When I had my 2002 Mercedes C230K factory fill was mobil 1. This was a supercharged 2.3 litre VVT twin cam 4cyl 6 speed manual car. The oil change\service light came on at fixed intervals. 1st oil and filter change was 10k miles as was each subsequent change. Car ran fine for the 39k miles I leased it. I do not recall using any oil between changes. I am using Mobil 1 in my Cruze - I will change at 7 to 7.5K miles.


----------



## gman19 (Apr 5, 2011)

Running Full Synthetic, my OLM took me to 10K miles at 21%. Thru 13K+ miles I've changed at 2K (went full syn to get rid of break in oil)....and at just over 12K following the OLM.


----------



## GoldenCruze (Dec 18, 2011)

Just had the oil changed yesterday at the dealer on my '12 2LT. The OLM was at 11% with a bit over 9,000 miles on the odometer. Opted for Mobile 1. While talking to the guys there I learned that the AC Delco Dexos oil is made by Mobile. I would have waited longer before the oil change, but I'm about to leave on a road trip and didn't want the OLM to hit zero during the trip.


----------



## sciphi (Aug 26, 2011)

I did two oil analyses, one at 30% and the other at 11%. The 30% showed an oil near the end of its life. The 11% showed an oil that was dropping dead. It was just a little too thin at operating temperature. 

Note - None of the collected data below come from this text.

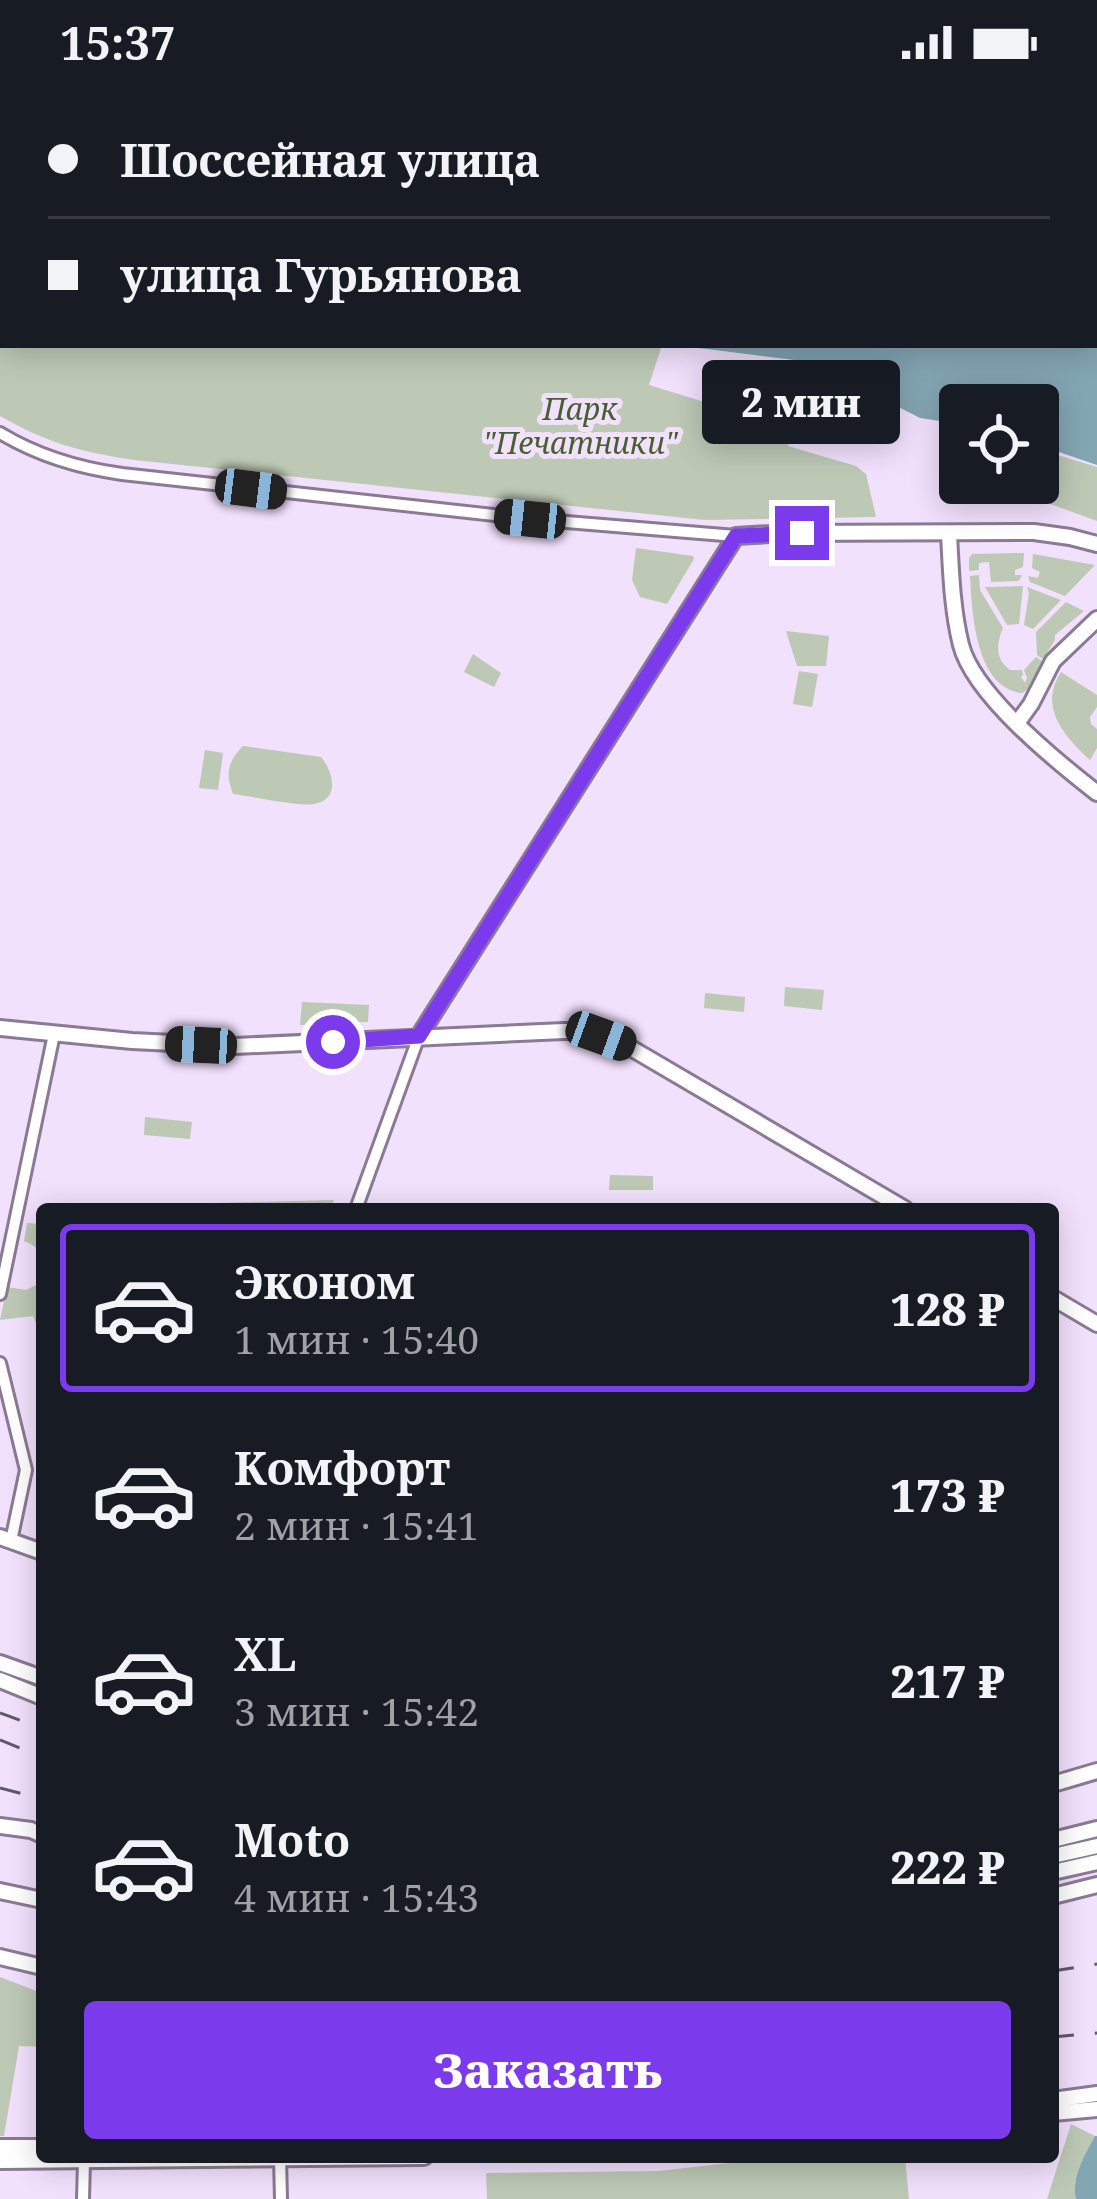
<!DOCTYPE html>
<html lang="ru">
<meta charset="utf-8">
<style>
:root{--surface:#171b24;--page:#20242c;--text:#f1f3f6;--muted:#9ea1a6;--line:#363941;--accent:#7c3aed}
body{margin:0;font-family:"Noto Serif",serif;background:var(--page);color:var(--text);height:100vh;display:flex;flex-direction:column;font-size:45px;white-space:nowrap}
*{box-sizing:border-box;margin:0}
p{font-size:39px;color:var(--muted)}
.icon{flex:none;width:66px;height:66px;fill:none;stroke:currentColor;stroke-width:2;stroke-linecap:round;stroke-linejoin:round}
.map{position:relative;flex:1;overflow:hidden}
.drawer{position:absolute;left:36px;top:1119px;width:1023px;height:960px;display:flex;flex-direction:column;background:var(--surface);border-radius:12px;box-shadow:0 6px 30px #0003}
.drawer>*{flex:none}
.hud{position:absolute;left:0px;top:0px;width:1098px;height:264px;box-shadow:0 6px 30px #0003;display:grid;align-content:center;height:264px;padding:0 48px;background:var(--surface)}
.fabs{position:absolute;left:939px;top:300px;display:grid;gap:24px}
.fabs a{display:grid;place-items:center;width:120px;height:120px;border-radius:12px;background:var(--surface);box-shadow:0 6px 30px #0003;font-size:60px}
.end{position:absolute;width:54px;height:54px;margin:-27px;border:15px solid #7c3aed;background:#fff;box-shadow:0 0 0 6px #fff}
.from{border-radius:50%}
.bubble{position:absolute;height:84px;border-radius:12px;background:var(--surface);box-shadow:0 6px 30px #0003;font-size:39px;font-weight:800;line-height:84px;text-align:center}
.car{position:absolute;width:36px;height:72px;margin:-36px -18px;border-radius:15px;box-shadow:0 0 9px 3px #0007;background:linear-gradient(#222 24%,#8ab4d8 0 40%,#222 0 76%,#8ab4d8 0 86%,#222 0)}
.hud b{display:flex;align-items:center;gap:42px;height:114px;font-size:45px}
.hud b+b{border-top:3px solid var(--line)}
.hud i{width:30px;height:30px;background:var(--text)}
ul{padding:21px 0 0;list-style:none}
li{display:flex;align-items:center;gap:36px;height:168px;margin:0 24px 18px;padding:0 24px;border:6px solid transparent;border-radius:12px}
li div{flex:1}
li b{display:block;font-size:45px}
li em{font-style:normal;font-weight:800}
li.current{border-color:var(--accent)}
li>.icon{width:108px;height:108px;stroke-width:1.5}
.cta{display:flex;gap:24px;margin-top:auto;padding:24px 48px}
.cta a{flex:1;height:138px;border-radius:12px;background:var(--accent);color:#fff;font-size:48px;font-weight:800;line-height:138px;text-align:center}
.status{display:flex;justify-content:space-between;align-items:center;height:84px;padding:0 60px;background:var(--surface);direction:ltr}
.status svg{height:33px;fill:currentColor}
.map>svg:first-child{display:block}
.green{fill:#bdc8b5}
.water{fill:#83a6b3}
.lines{fill:none;stroke-linecap:round;stroke-linejoin:round}
.ferry{stroke:#095366;stroke-width:3;stroke-dasharray:15 12;stroke-linecap:butt}
.minor-casing{stroke:#8a7a93;stroke-width:16}
.major-casing{stroke:#8a7a93;stroke-width:20}
.minor{stroke:#fff;stroke-width:10}
.major{stroke:#fff;stroke-width:14}
.rail{stroke:#625868;stroke-width:3;stroke-dasharray:21 21;stroke-linecap:butt}
.route{stroke:#7c3aed;stroke-width:15}
.labels{text-anchor:middle;stroke-width:10;stroke-linejoin:round;paint-order:stroke}
.park-label{font-size:30px;font-style:italic;fill:#485f34;stroke:#f2e1fd}
</style>
<div class="status"><b>15:37</b><svg viewBox="0 0 49 12"><path d="M0 12V9h3v3zM5 12V6h3v6zM10 12V3h3v9zM15 12V0h3v12zM26 1h20v11H26zM47 4h2v5h-2z"/></svg></div>
<div class="map">
<svg width="1097" height="2115" viewBox="0 0 1097 2115">
<rect width="100%" height="100%" fill="#f2e1fd"/>
<g class="green">
<path d="M 0,96 L 3,97 L 3,261 L 662,261 L 649,301 L 793,345 L 788,362 L 856,382 L 866,390 L 876,433 L 705,436 L 134,376 C 81,368 47,359 0,332 Z"/>
<path d="M 1038,365 L 1097,383 L 1097,437 L 1020,409 L 1023,399 L 1038,399 Z"/>
<path d="M 636,464 L 693,472 L 694,475 L 667,520 L 640,513 L 632,496 Z"/>
<path d="M 1024,469 L 1023,483 L 1015,486 L 1015,491 L 1022,491 L 1019,497 L 991,498 L 989,478 L 979,479 L 979,486 L 969,487 L 969,474 L 972,470 Z"/>
<path d="M 1033,470 L 1095,481 L 1065,512 L 1030,498 L 1028,492 L 1038,494 L 1040,488 L 1032,484 Z"/>
<path d="M 979,491 L 980,506 L 1003,544 C 996,560 995,575 1010,586 L 1022,586 L 1023,591 L 1021,593 L 1025,599 L 1027,594 L 1024,586 L 1036,573 L 1042,577 L 1029,605 L 1022,609 C 975,604 972,527 970,492 Z"/>
<path d="M 1023,502 L 1019,540 L 1007,541 L 985,503 Z"/>
<path d="M 1027,503 L 1061,516 L 1033,545 L 1024,541 L 1029,509 Z"/>
<path d="M 1066,518 L 1084,527 L 1055,551 L 1055,556 L 1043,575 L 1037,571 L 1036,548 Z"/>
<path d="M 786,547 L 829,552 L 826,582 L 797,582 Z"/>
<path d="M 473,570 L 501,589 L 494,603 L 464,588 Z"/>
<path d="M 799,587 L 818,590 L 812,623 L 793,620 Z"/>
<path d="M 1061,588 L 1097,611 L 1097,623 L 1090,633 L 1091,640 L 1097,645 L 1097,664 L 1090,676 C 1064,652 1038,623 1061,588 Z"/>
<path d="M 243,662 L 321,673 C 333,687 341,716 314,720 C 298,723 251,712 233,710 C 225,690 228,677 243,662 Z"/>
<path d="M 205,666 L 223,669 L 218,706 L 199,704 Z"/>
<path d="M 785,903 L 824,906 L 822,926 L 784,922 Z"/>
<path d="M 705,909 L 745,913 L 744,928 L 704,924 Z"/>
<path d="M 302,918 L 369,921 L 368,938 L 300,941 Z"/>
<path d="M 145,1033 L 192,1038 L 190,1055 L 144,1051 Z"/>
<path d="M 610,1091 L 653,1092 L 653,1106 L 609,1106 Z"/>
<path d="M 334,1116 L 330,1125 L 123,1125 L 131,1121 Z"/>
<path d="M 27,1139 L 42,1140 L 42,1209 L 38,1211 L 42,1243 L 38,1244 L 33,1232 L 0,1236 L 7,1203 L 26,1206 L 38,1200 C 42,1179 47,1165 24,1157 Z"/>
<path d="M 0,1893 L 42,1909 L 42,1963 L 19,1962 L 4,2052 L 0,2052 Z"/>
<path d="M 1071,2040 L 1095,2052 C 1085,2072 1071,2093 1076,2115 L 1047,2115 Z"/>
<path d="M 782,2073 L 905,2073 L 909,2115 L 487,2115 L 486,2089 L 659,2087 Z"/>
</g>
<g class="water">
<path d="M 0,0 L 1097,0 L 1097,381 L 1038,361 L 1038,321 L 960,321 L 960,340 L 920,334 L 810,278 L 675,261 L 1095,261 L 1095,3 L 3,3 L 3,97 L 0,96 Z"/>
<path d="M 1095,2052 L 1097,2052 L 1097,2115 L 1076,2115 C 1071,2093 1085,2071 1095,2052 Z"/>
</g>
<g class="lines">
<g class="ferry">
<path d="M 853,0 L 882,3"/>
<path d="M 370,3 L 372,0"/>
<path d="M 891,3 L 897,0"/>
</g>
<defs>
<g id="minor">
<path d="M 0,349 C 38,372 79,384 122,390 L 530,435 L 736,452"/>
<path d="M 356,1125 L 419,952"/>
<path d="M 0,1210 L 54,950"/>
<path d="M 0,1279 L 26,1386 L 11,1457"/>
<path d="M 280,2073 L 281,2115"/>
<path d="M 83,2115 L 84,2077"/>
</g>
<g id="major">
<path d="M 949,450 C 951,487 952,525 961,561 C 974,611 1056,677 1097,709"/>
<path d="M 1018,638 L 1031,620 L 1053,577 L 1097,535"/>
<path d="M 0,944 L 132,957 L 235,962 L 564,947 L 582,947 L 624,960 L 905,1125"/>
<path d="M 419,952 L 736,452 L 788,449 L 1034,448 L 1070,453 L 1097,460"/>
<path d="M 1053,1214 L 1097,1240"/>
<path d="M 0,1453 L 42,1468"/>
<path d="M 0,1579 L 42,1594"/>
<path d="M 0,1596 L 42,1613"/>
<path d="M 1053,1700 L 1097,1687"/>
<path d="M 0,1742 L 31,1746 L 42,1751"/>
<path d="M 1053,1756 L 1097,1745"/>
<path d="M 1053,1772 L 1097,1762"/>
<path d="M 1053,1788 L 1097,1778"/>
<path d="M 0,1807 L 42,1816"/>
<path d="M 1053,1812 L 1097,1801"/>
<path d="M 0,1873 L 42,1883"/>
<path d="M 1053,2016 L 1097,2010"/>
<path d="M 1053,2029 L 1097,2025"/>
<path d="M 0,2063 L 42,2063"/>
<path d="M 0,2077 L 424,2073"/>
</g>
</defs>
<use href="#minor" class="minor-casing"/>
<use href="#major" class="major-casing"/>
<use href="#minor" class="minor"/>
<use href="#major" class="major"/>
<g class="rail">
<path d="M 0,1629 L 42,1644"/>
<path d="M 0,1656 L 42,1673"/>
<path d="M 0,1704 L 42,1715"/>
<path d="M 1053,1887 L 1097,1880"/>
<path d="M 1053,1953 L 1097,1949"/>
</g>
</g>
<g class="lines">
<path class="route" d="M 333,958 L 419,952 L 736,452 L 802,449"/>
</g>
<g class="labels">
<g class="park-label">
<text x="580" y="336">Парк<tspan x="580" dy="34">"Печатники"</tspan></text>
</g>
</g>
</svg>
<div class="fabs">
<a><svg class="icon" aria-label="locate" viewBox="0 0 24 24"><circle cx="12" cy="12" r="6"/><path d="M12 2v4M12 18v4M2 12h4M18 12h4"/></svg></a>
</div>
<i class="end from" style="left:333px;top:958px"></i>
<i class="end" style="left:802px;top:449px"></i>
<div class="bubble" style="left:702px;top:276px;width:198px">2 мин</div>
<i class="car" style="left:251px;top:405px;rotate:97deg"></i>
<i class="car" style="left:530px;top:435px;rotate:276deg"></i>
<i class="car" style="left:601px;top:952px;rotate:110deg"></i>
<i class="car" style="left:201px;top:961px;rotate:273deg"></i>
<div class="hud">
<b><i class="from"></i>Шоссейная улица</b>
<b><i></i>улица Гурьянова</b>
</div>
<section class="drawer">
<ul>
<li class="current"><svg class="icon" aria-label="car" viewBox="0 0 24 24"><path d="M5 17H2v-5l4-1 3-4h7l3 4 3 1v5h-3M9 17h6M6 11h13"/><circle cx="7" cy="17" r="2"/><circle cx="17" cy="17" r="2"/></svg><div><b>Эконом</b><p>1 мин · 15:40</p></div><em>128 ₽</em></li>
<li><svg class="icon" aria-label="car" viewBox="0 0 24 24"><path d="M5 17H2v-5l4-1 3-4h7l3 4 3 1v5h-3M9 17h6M6 11h13"/><circle cx="7" cy="17" r="2"/><circle cx="17" cy="17" r="2"/></svg><div><b>Комфорт</b><p>2 мин · 15:41</p></div><em>173 ₽</em></li>
<li><svg class="icon" aria-label="car" viewBox="0 0 24 24"><path d="M5 17H2v-5l4-1 3-4h7l3 4 3 1v5h-3M9 17h6M6 11h13"/><circle cx="7" cy="17" r="2"/><circle cx="17" cy="17" r="2"/></svg><div><b>XL</b><p>3 мин · 15:42</p></div><em>217 ₽</em></li>
<li><svg class="icon" aria-label="car" viewBox="0 0 24 24"><path d="M5 17H2v-5l4-1 3-4h7l3 4 3 1v5h-3M9 17h6M6 11h13"/><circle cx="7" cy="17" r="2"/><circle cx="17" cy="17" r="2"/></svg><div><b>Moto</b><p>4 мин · 15:43</p></div><em>222 ₽</em></li>
</ul>
<div class="cta"><a>Заказать</a></div>
</section>
</div>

I'd not recommend anybody go past 20% on the oil life monitor unless they have verified through oil analysis that the oil is good. That's the number that my car seems to need its oil changed at.


----------



## Notso4eign (Dec 22, 2012)

I work at a dealership. Instead of using the GM oil we use Pennzoil Platinum. If you plan on doing the longer intervals I'd just follow the factory recommendations, which is 7500, that way you don't have to worry about any warranty issues. We still recommend around 5000 miles for synthetic, but most of our customers fall under severe driving conditions.


----------



## gt_cristian (Apr 7, 2012)

This may be out of topic a little, but how does one make sure the dealer doesn't use bulk oil instead of regular quart bottles? I hear a lot of people say bulk oil "sucks" because it is recycled and therefore cheaper? Is there any truth in that?

I asked my dealer one and they said "it doesn't matter, it is the same thing".


----------